Seperti biasanya, sistem ini berlaku sebagai salah satu langkah strategis untuk mengendalikan lalu lintas yang padat di Jakarta sekaligus menekan emisi kendaraan yang menjadi salah satu penyumbang polusi udara.
Advertisement
Karena hari ini merupakan tanggal ganjil, maka hanya kendaraan roda empat atau lebih dengan pelat nomor yang diakhiri angka ganjil yakni 1, 3, 5, 7, dan 9 yang diperbolehkan melintasi jalur yang termasuk dalam kawasan pembatasan ganjil genap.
Pemilik kendaraan dengan pelat genap yaitu 0, 2, 4, 6, dan 8 diimbau untuk menyesuaikan rute perjalanan atau menggunakan alternatif transportasi lain agar terhindar dari sanksi pelanggaran.
Pemerintah Provinsi Daerah Khusus Jakarta menegaskan, tujuan utama dari penerapan sistem ganjil genap Jakarta ini bukan hanya untuk membatasi mobilitas kendaraan pribadi, melainkan juga sebagai dorongan untuk meningkatkan penggunaan transportasi umum dan kendaraan ramah lingkungan.
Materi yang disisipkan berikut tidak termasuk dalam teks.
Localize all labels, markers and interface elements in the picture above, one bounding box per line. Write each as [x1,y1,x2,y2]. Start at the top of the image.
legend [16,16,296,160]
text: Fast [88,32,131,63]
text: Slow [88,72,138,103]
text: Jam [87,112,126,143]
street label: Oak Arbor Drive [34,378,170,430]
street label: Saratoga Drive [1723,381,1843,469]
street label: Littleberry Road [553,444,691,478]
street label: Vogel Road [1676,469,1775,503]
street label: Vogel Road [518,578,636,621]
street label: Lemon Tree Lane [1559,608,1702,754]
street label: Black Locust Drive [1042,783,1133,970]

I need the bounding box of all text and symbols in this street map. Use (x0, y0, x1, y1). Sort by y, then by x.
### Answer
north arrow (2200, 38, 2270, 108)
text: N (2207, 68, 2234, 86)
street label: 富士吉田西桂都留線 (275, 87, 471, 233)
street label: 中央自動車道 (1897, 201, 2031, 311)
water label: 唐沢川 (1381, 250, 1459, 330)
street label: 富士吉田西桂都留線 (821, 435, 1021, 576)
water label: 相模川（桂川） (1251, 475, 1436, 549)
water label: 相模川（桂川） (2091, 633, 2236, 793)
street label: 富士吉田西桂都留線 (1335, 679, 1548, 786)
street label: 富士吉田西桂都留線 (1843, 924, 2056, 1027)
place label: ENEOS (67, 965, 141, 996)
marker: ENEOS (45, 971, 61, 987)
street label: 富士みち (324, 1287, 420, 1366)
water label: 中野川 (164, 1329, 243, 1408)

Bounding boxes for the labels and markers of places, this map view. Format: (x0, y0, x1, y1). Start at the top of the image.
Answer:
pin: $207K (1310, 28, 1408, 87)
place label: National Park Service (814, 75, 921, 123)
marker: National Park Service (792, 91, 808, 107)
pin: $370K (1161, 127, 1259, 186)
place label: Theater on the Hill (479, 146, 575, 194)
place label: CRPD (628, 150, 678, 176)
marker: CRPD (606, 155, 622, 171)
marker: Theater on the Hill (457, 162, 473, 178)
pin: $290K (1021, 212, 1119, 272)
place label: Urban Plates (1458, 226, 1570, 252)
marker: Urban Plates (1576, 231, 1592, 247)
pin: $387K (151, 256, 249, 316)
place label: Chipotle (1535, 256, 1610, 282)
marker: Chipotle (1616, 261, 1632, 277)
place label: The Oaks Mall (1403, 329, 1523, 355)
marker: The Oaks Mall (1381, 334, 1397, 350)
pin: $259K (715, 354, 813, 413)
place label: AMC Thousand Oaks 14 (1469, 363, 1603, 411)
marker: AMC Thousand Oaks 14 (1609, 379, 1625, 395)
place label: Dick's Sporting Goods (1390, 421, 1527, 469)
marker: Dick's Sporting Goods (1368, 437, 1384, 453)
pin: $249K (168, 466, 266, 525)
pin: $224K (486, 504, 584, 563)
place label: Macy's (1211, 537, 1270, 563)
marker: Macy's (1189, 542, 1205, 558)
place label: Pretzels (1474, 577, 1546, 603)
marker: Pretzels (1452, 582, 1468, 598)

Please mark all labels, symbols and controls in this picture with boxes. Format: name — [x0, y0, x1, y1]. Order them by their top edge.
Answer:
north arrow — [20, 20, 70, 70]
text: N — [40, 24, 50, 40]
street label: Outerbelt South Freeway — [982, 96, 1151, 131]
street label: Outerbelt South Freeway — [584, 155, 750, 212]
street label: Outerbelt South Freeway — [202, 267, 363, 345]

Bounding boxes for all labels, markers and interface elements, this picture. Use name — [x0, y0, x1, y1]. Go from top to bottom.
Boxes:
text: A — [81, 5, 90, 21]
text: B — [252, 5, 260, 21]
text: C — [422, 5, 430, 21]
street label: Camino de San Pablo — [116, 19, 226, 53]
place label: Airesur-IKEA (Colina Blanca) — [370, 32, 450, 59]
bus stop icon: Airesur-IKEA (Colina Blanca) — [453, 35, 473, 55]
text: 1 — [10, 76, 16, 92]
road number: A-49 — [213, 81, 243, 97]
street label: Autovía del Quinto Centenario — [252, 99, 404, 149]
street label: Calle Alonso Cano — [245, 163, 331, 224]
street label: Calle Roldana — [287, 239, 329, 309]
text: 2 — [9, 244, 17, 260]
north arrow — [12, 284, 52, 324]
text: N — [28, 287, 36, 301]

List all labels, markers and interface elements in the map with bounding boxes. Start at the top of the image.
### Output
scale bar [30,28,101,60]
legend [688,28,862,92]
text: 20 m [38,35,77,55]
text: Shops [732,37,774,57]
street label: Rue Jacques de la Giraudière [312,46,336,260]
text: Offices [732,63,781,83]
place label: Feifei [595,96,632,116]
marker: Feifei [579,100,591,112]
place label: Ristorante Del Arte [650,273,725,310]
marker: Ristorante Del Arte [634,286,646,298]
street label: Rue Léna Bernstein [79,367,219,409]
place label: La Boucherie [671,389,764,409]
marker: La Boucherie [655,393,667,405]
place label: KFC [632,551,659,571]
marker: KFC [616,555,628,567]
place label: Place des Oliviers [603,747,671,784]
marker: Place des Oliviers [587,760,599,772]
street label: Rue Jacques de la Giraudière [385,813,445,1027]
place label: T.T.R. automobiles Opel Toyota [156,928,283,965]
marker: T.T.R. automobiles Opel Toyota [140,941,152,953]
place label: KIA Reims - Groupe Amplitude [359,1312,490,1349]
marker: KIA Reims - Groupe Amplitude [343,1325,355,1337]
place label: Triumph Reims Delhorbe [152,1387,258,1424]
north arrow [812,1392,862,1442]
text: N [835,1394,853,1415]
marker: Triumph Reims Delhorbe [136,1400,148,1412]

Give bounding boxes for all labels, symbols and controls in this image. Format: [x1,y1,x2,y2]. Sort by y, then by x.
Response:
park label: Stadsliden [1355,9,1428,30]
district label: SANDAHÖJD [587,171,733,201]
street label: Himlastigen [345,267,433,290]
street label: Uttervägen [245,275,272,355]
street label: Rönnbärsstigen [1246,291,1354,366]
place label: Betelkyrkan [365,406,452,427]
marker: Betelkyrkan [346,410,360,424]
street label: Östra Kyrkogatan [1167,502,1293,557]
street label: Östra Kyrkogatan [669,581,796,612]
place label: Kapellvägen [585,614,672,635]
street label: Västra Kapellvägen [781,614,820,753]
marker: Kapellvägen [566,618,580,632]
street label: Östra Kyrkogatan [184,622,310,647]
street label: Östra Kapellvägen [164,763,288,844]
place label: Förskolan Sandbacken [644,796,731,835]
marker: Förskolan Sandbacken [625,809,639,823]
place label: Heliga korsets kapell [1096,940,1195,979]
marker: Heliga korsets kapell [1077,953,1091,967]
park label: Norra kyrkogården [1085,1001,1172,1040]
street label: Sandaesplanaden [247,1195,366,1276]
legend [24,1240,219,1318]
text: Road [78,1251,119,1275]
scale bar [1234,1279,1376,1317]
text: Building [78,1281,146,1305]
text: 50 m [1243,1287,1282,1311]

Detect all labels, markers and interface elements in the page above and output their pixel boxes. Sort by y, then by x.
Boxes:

Seiring meningkatnya volume kendaraan di jalan raya, kebijakan ini diharapkan mampu menjaga kelancaran arus lalu lintas, terutama pada jam-jam sibuk yang sering menjadi titik kemacetan.
Sistem pengawasan terhadap pelaksanaan aturan ini dilakukan secara menyeluruh, baik melalui pengawasan manual oleh petugas di lapangan maupun sistem tilang elektronik atau Electronic Traffic Law Enforcement (ETLE) yang kini semakin diperluas jangkauannya di berbagai sudut kota.
Dengan dukungan teknologi, proses penindakan terhadap pelanggar bisa dilakukan secara efisien dan objektif, tanpa perlu interaksi langsung di lokasi.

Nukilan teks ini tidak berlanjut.